お兄ちゃんは最初と同じようにソファに座って
待ち構えていたように
微笑んだ。


「おくつろぎのところ、急にお邪魔してすみません」


「萌のフルートの個人レッスンについて調べてくれたんだって?忙しいだろうに、すまないね」


「いえ、少しでも萌さんの力になりたいと思ってるので」


「寒かったろう。どうぞ好きなところに座ってくれ。
 萌、お茶を淹れてくれるかい?」


「う、うん。
 先輩、座っててください」


対面式のキッチン
お兄ちゃんとタカシ先輩の様子を窺いながら
急いでお茶を用意する。


「英字新聞を読んでらっしゃるんですね」


「ああ、たまに読まないと読めなくなるから」


「さすが世界的に活躍されている方だ‥‥語学力があるんですね」


「留学してたこともあるし、英語くらいはね。君だって母国語以外も喋れるんだろう?」


───心配するな───


この前先輩が家に来た時
そう唇を動かしたお兄ちゃん

今も変わらないと思って
いいんだろうか


「ところで‥‥
 毎日萌の登下校に付き合ってくれて、ありがとう。もう一ヶ月くらいたつね。
 萌からも聞いているけど、体調に問題はなさそうだね」


「あ、はいっ。最初の頃の萌さんは、周りの状況に臆病で神経質になっているように感じましたが、今はリラックスして僕とお喋りしてくれています」


「そう。それは良かった。
 まあ体調のこともそうだけど、俺は萌のことが小さい頃から何かと心配でね。
 兄バカと笑われるかもしれないけど、萌を変な目で見てる奴や、不審な車を見かけたりするようなことはなかったかな」


「あー‥‥確かに萌さんは可愛いですから、すれ違う人の目線が萌さんを見てるなとわかる時はありますけど、不審と感じるような人や車まではありません」


「そうか。

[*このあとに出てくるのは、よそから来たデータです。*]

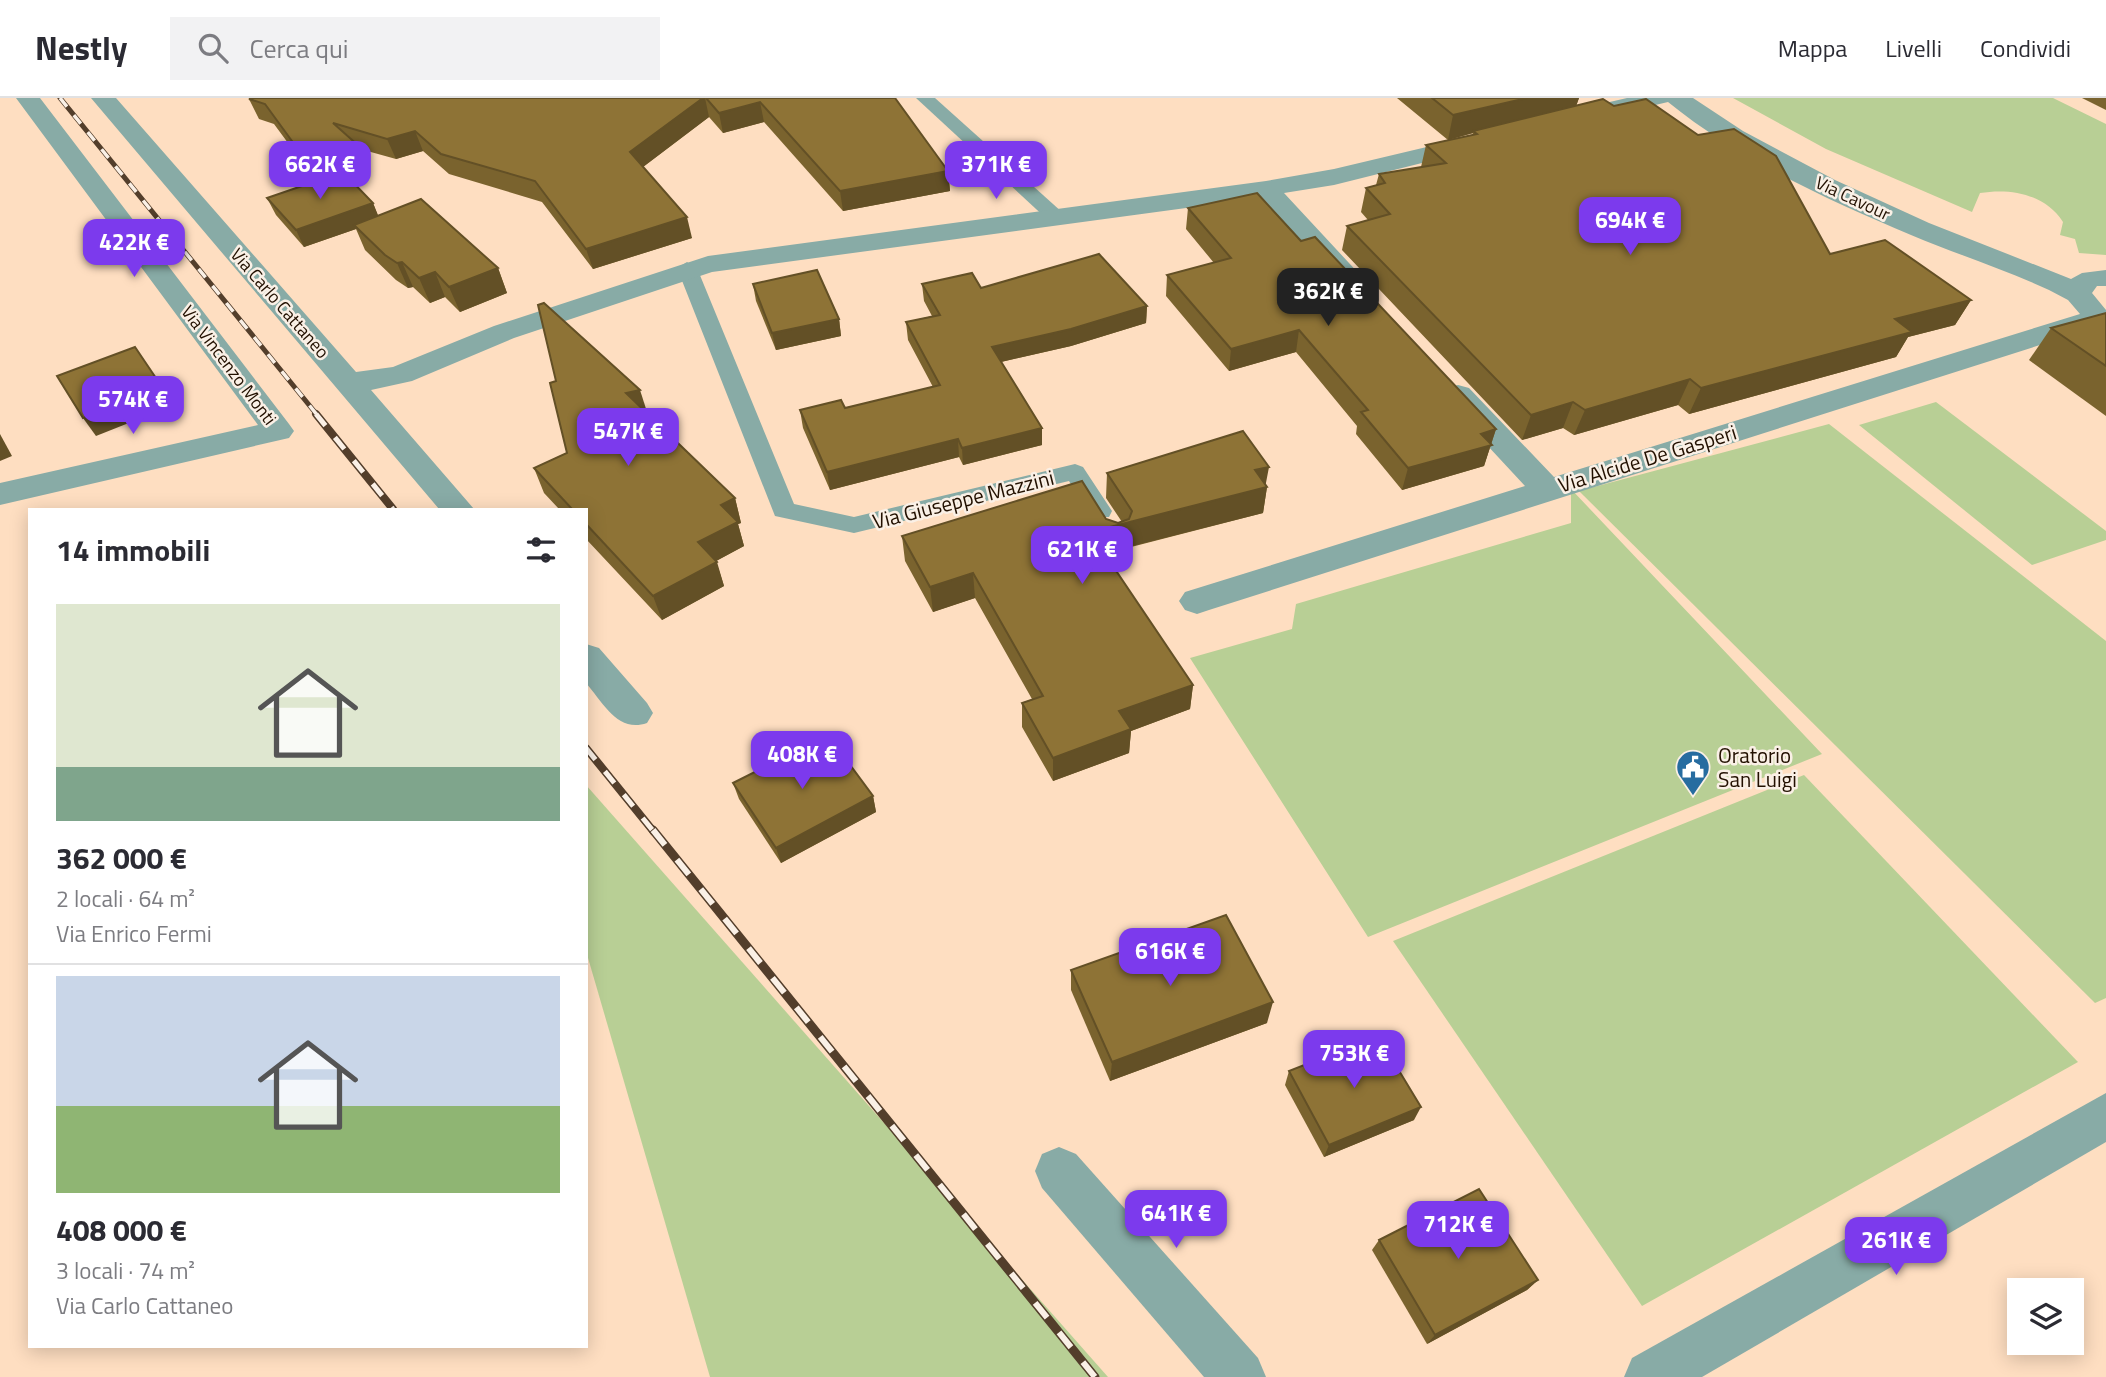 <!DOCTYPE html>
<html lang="it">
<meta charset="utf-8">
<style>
body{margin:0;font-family:"Titillium Web",sans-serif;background:#f2f2f3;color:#2b2b33;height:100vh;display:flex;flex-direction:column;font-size:26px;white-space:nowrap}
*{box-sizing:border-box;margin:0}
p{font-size:23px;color:#7c7c81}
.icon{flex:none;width:38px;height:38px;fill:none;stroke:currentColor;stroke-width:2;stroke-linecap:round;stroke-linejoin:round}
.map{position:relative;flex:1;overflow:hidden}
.side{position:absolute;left:28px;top:410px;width:560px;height:840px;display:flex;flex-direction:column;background:#fff;border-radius:0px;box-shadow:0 4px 18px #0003}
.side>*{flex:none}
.fabs{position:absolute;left:2007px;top:1180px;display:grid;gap:14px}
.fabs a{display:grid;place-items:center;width:77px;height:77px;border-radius:0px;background:#fff;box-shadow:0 4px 18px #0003;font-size:35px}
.price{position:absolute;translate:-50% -60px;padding:0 16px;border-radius:14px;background:#7c3aed;color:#fff;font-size:23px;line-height:46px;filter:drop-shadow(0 2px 4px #0008)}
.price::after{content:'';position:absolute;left:50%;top:42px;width:21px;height:16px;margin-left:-10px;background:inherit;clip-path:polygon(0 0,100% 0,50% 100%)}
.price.active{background:#222;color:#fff}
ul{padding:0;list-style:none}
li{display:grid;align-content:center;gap:14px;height:371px;padding:0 28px}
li+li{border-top:2px solid #e1e1e2}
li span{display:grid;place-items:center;height:217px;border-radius:0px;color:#555}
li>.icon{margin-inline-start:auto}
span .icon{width:126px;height:126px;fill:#fffc;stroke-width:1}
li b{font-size:30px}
h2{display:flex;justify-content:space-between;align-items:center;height:84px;padding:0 28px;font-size:30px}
header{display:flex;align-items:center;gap:42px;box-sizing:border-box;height:98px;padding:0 35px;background:#fff;border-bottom:2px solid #e1e1e2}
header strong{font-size:33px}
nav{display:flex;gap:38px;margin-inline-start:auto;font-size:24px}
.search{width:490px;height:63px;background:#f2f2f3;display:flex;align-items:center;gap:18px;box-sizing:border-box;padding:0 24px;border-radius:0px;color:#7c7c81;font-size:26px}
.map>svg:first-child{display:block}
.green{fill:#b8cf95}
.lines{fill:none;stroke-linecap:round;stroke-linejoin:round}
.lane{fill:#88aba6;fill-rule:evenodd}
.street{fill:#88aba6;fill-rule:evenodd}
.rail-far2-casing{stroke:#533e2b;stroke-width:5}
.rail-far1-casing{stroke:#533e2b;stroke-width:8}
.rail-casing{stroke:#533e2b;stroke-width:9}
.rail-far2{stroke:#faf0e6;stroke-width:3.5;stroke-dasharray:11;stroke-linecap:butt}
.rail-far1{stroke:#faf0e6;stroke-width:5;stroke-dasharray:15;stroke-linecap:butt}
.rail{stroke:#faf0e6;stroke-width:6;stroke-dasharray:19;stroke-linecap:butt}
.wall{fill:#7a632e}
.shaded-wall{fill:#635026}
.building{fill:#8e7336;stroke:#635026;stroke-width:2}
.labels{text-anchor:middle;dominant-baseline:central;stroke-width:5;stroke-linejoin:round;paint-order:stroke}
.far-street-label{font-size:18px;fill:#221000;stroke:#faf0e6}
.street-label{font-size:21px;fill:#221000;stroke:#faf0e6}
.poi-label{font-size:21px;fill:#221000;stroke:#faf0e6;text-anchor:start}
</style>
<header>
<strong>Nestly</strong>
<div class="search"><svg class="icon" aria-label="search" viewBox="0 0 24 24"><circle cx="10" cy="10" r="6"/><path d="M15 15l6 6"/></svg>Cerca qui</div>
<nav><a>Mappa</a><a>Livelli</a><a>Condividi</a></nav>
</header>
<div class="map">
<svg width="2106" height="1279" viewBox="0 0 2106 1279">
<rect width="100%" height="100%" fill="#fedec1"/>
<g class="green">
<path d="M1733,0h320l53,26v131l-27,-2 -4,-14 -15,-4 3,-13c-18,-28 -52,-34 -83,-29l-8,19 -146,-63z"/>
<path d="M1936,304l170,129v9l-74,25 -173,-140z"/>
<path d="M1829,326l277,217v357l-11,5 -516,-512z"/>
<path d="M1571,391l251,265 -454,183 -178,-279 102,-29 4,-25 275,-81z"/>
<path d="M1804,677l274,287 -436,244 -249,-365z"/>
<path d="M586,687l522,592h-398l-124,-426z"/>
</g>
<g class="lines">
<g class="lane">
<path d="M916,0h19l128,115 3,4 -3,4h-14z"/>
<path d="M687,164l10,6 97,236 60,13 221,-53 8,3 29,44 -3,6h-18l-22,-36 -215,52 -79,-17 -98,-248z"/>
</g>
<g class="street">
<path d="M16,0h24l249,326 5,7 -5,7 -289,67v-22l258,-58z"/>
<path d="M91,0h25l240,274 37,-5 101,-41 214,-70 558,-75 68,-12 139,-33 9,2 3,5 -3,5 -148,37 -50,8 78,84 -4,6h-20l-78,-85 -548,74 -198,66 -102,43 -41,9 103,119h-35z"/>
<path d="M1627,0h66l50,33 92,49 94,43 142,56 11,-6 24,-3v16h-9l-5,7 14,17v14l-897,286 -12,4 -12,-4 -6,-9 6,-9 340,-106 -78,-84 -4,-7 4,-7 11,-3 11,3 85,89 526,-163 -12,-14 -19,-10c-45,-21 -93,-36 -138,-55 -83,-35 -173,-76 -243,-133l-72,17 -8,-2 -4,-5 4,-5z"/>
<path d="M586,546l13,4 48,55 6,10 -6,10c-29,10 -43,-19 -61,-40z"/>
<path d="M2106,995v49l-404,235h-78l8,-19z"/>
<path d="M1059,1049l17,7 182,204 8,19h-62l-162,-189 -7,-17 7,-17z"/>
</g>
<g class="rail-far2-casing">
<path id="rail-far2" d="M60,0l258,318"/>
</g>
<g class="rail-far1-casing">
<g id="rail-far1">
<path d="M316,316l77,95"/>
<path d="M586,650l68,84"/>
</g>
</g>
<g class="rail-casing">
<path id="rail" d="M653,732l442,547"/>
</g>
<use href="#rail-far2" class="rail-far2"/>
<use href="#rail-far1" class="rail-far1"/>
<use href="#rail" class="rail"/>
</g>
<g class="wall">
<path d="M254,0h641l53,73 2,20 -107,20 -79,-89 -41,11 -14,-16 -66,50 49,71 -99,31 -51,-67 -93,-28 -26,-23 -27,8 -36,-10 8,19 -23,7 28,28 5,13 120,52 9,25 -47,19 -15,-15 -15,6 -17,-16 -5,1 -12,-8 -31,-30 -9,-21 -52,18 -28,-32 -9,-17 49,-17 -42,-57 -15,-5 -10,-20z"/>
<path d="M1397,0h182l-3,8 254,148 141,46 -16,25 -47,12 -12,20 -207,57 -11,-9 -104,30 -11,-7 -41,12 -180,-190 5,-24 21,-6 -7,-8 5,-24 10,-3 3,-11 42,-7 5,-22 46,-10 1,-2 -25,7z"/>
<path d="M2082,0h24v12z"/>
<path d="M1188,110l113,33 195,188 -12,37 -82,24 -46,-56 1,-8 -61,-74 -67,19 -63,-75 1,-21 47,-12 -28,-34z"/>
<path d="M753,186l86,35 2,17 -65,14 -20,-49z"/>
<path d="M922,186l59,4 166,18 -1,17 -75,23 -70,16 41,83 -79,20 -4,-8 -129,33 -27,-62 -3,-18 45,-2 88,-21 -25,-47 -2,-18 26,-6 -8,-15z"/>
<path d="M2106,215v103l-77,-56 22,-32z"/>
<path d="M648,316l87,84 6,25 -3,1 6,22 -28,15 8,25 -62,34 -76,-81v-30h-27l-15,-16 -10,-25z"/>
<path d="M1107,375l159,13 1,1 -4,26 -159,41 89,131 -3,24 -59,22 -2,22 -76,28 -31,-54v-24l10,-4 -57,-101 -42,14 -28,-51 -3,-25 204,-17 12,4 4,-1 -16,-24z"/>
<path d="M733,685l140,13 3,16 -95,51 -42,-64z"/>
<path d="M1071,872l196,53 -157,58 -39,-91z"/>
<path d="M1289,973l125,49 -90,37 -39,-72z"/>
<path d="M1379,1142l159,40 -11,10 -100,54 -55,-94z"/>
</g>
<g class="shaded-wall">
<path d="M703,0h2l4,19 -74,56 -5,-21z"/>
<path d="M1527,0h52l-4,11 -102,22v2l-25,7 5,-25z"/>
<path d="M760,4l4,20 -41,11 -4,-20z"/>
<path d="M415,33l8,20 -27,8 -9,-20z"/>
<path d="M360,49l8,21 -51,15 -9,-20z"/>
<path d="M948,73l2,20 -107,20 -3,-20z"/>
<path d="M373,105l7,17 -26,5 2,4 -52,18 -8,-17z"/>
<path d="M687,119l5,21 -99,31 -7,-20z"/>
<path d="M402,164l11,25 -5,1 -11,-25z"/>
<path d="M498,170l9,25 -47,19 -11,-25z"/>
<path d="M435,174l10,25 -15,6 -11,-25z"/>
<path d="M1971,202l-16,25 -47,12 -12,20 -207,57 12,-26 194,-69z"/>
<path d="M1147,208l-1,17 -75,23 -79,18v-17z"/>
<path d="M839,221l2,17 -65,14 -4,-17z"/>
<path d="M1299,232l-3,22 -67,19 2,-22z"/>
<path d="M1690,281l-12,26 -104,30 11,-25z"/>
<path d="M162,289l12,18 -78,31 -13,-18z"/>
<path d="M640,292l8,25 -22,-22z"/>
<path d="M1573,304l-10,26 -41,12 9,-25z"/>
<path d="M1042,330v17l-79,20 -1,-17z"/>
<path d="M1496,331l-12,37 -82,24 6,-22 73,-34z"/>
<path d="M0,336l12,22 -12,5z"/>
<path d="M958,341l1,18 -129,33 -3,-18z"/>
<path d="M1269,369l-4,21 2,-1 -4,26 -174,44 1,-25 162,-41 3,-21z"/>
<path d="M735,400l6,25 -3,1 6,22 -39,21 -7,-25 23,-37z"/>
<path d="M717,464l7,24 -62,34 -9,-24z"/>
<path d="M973,475l2,25 -42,14 -3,-25z"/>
<path d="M1193,587l-3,24 -59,22 -2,22 -76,28v-23l66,-47z"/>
<path d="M873,698l3,16 -95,51 -5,-15z"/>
<path d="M1273,904l-6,21 -157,58 2,-19z"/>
<path d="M1421,1009l-7,13 -90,37 5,-12z"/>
<path d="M1538,1182l-11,10 -100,54 8,-9z"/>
</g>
<g class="building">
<path d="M254,0h449l-73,54 57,65 -101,32 -51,-68 -94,-27 -26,-23 -28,8 -54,-16 27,24 -52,16 -43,-59 -16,-5z"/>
<path d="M706,0h189l53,73 -108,20 -80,-89 -41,11z"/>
<path d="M1432,0h95l-74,17z"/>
<path d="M1603,1l11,7 32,-7 52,36 36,-6 42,27 54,98 55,-14 86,60 -76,19 17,13 -211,56 -11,-9 -105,31 -12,-8 -42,13 -184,-189 43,-12 -24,-26 19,-5 -6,-9 67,-11 -20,-18 51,-11 -4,-3z"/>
<path d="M343,74l30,31 -77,27 -29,-32z"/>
<path d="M1257,95l44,48 14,-4 181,192 -15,5 11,11 -84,23 -47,-56 7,-2 -69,-80 -68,19 -64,-74 64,-17 -43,-50z"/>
<path d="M421,101l77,69 -49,19 -14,-15 -16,6 -17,-16 -5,1 -12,-8 -31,-30z"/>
<path d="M1099,156l48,52 -76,23 -79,18 50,81 -80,20 -4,-9 -131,33 -27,-62 41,-10 4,8 95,-23 -34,-63 34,-7 -18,-31 50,-11 9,15z"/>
<path d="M817,172l22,49 -67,14 -19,-49z"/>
<path d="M544,205l96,87 -14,3 109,105 -14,7 17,17 -40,20 19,20 -64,34 -67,-72v-15h-14l-38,-41 33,-15 -17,-70 6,-2 -18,-76z"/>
<path d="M2106,215v53l-55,-38z"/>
<path d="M135,249l27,40 -79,31 -26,-42z"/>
<path d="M1243,333l26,36 -14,3 12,17 -177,45 103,153 -74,26 12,18 -78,29 -31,-55 21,-7 -70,-123 -43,14 -28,-51 180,-55 24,38 12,4 11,-4 3,-8 -25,-38z"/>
<path d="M828,637l45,61 -97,52 -43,-65z"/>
<path d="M1226,817l47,87 -161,60 -41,-92z"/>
<path d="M1378,938l43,71 -92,38 -40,-74z"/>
<path d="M1479,1091l59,91 -103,55 -56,-95z"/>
</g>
<defs>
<g id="civic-pin" transform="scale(1.75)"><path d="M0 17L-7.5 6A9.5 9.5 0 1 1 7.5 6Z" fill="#266ca0" stroke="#faf0e6"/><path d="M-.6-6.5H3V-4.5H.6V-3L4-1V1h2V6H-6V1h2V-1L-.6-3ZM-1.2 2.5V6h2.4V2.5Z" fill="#fff"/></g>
</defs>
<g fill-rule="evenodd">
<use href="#civic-pin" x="1693" y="669"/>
</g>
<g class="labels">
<g class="far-street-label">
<text transform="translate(1853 100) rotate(25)">Via Cavour</text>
<text transform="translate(280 205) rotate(49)">Via Carlo Cattaneo</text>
<text transform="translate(229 267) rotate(53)">Via Vincenzo Monti</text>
</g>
<g class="street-label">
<text transform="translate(1647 360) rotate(-17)">Via Alcide De Gasperi</text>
<text transform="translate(963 401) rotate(-14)">Via Giuseppe Mazzini</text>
</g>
<g class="poi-label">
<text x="1718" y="657">Oratorio<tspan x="1718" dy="24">San Luigi</tspan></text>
</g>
</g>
</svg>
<div class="fabs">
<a><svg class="icon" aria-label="layers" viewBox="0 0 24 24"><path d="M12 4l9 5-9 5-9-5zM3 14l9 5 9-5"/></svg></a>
</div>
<b class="price" style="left:320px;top:103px">662K €</b>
<b class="price" style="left:996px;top:103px">371K €</b>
<b class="price" style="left:1630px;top:159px">694K €</b>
<b class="price" style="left:134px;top:181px">422K €</b>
<b class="price active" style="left:1328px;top:230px">362K €</b>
<b class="price" style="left:133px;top:338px">574K €</b>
<b class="price" style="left:628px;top:370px">547K €</b>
<b class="price" style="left:1082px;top:488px">621K €</b>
<b class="price" style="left:802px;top:693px">408K €</b>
<b class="price" style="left:1170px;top:890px">616K €</b>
<b class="price" style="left:1354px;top:992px">753K €</b>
<b class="price" style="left:1176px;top:1152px">641K €</b>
<b class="price" style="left:1458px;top:1163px">712K €</b>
<b class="price" style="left:1896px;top:1179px">261K €</b>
<section class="side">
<h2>14 immobili<svg class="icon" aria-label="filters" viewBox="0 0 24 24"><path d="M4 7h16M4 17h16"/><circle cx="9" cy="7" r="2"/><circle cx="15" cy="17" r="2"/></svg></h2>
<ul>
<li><span style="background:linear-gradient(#dfe7d0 75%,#7fa58c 0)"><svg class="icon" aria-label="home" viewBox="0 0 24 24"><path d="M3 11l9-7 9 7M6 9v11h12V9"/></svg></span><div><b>362 000 €</b><p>2 locali · 64 m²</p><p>Via Enrico Fermi</p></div></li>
<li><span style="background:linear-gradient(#c9d6e8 60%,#8fb573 0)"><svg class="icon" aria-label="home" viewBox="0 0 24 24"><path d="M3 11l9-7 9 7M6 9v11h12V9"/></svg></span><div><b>408 000 €</b><p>3 locali · 74 m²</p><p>Via Carlo Cattaneo</p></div></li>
</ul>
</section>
</div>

君はよく目配りしてくれてるだろうから、安心したよ。
 ‥‥今可愛いって言ったね」


お兄ちゃんはふふっと笑った。


「事実を言っただけです」


「ふふ。まあいいや、ありがとう。

 どうだろう、萌の体調も落ち着いてるようだし、もう一人で登下校させてもいいんじゃないかな」


「えっ」


タカシ先輩の声と
私の心の声が
重なった。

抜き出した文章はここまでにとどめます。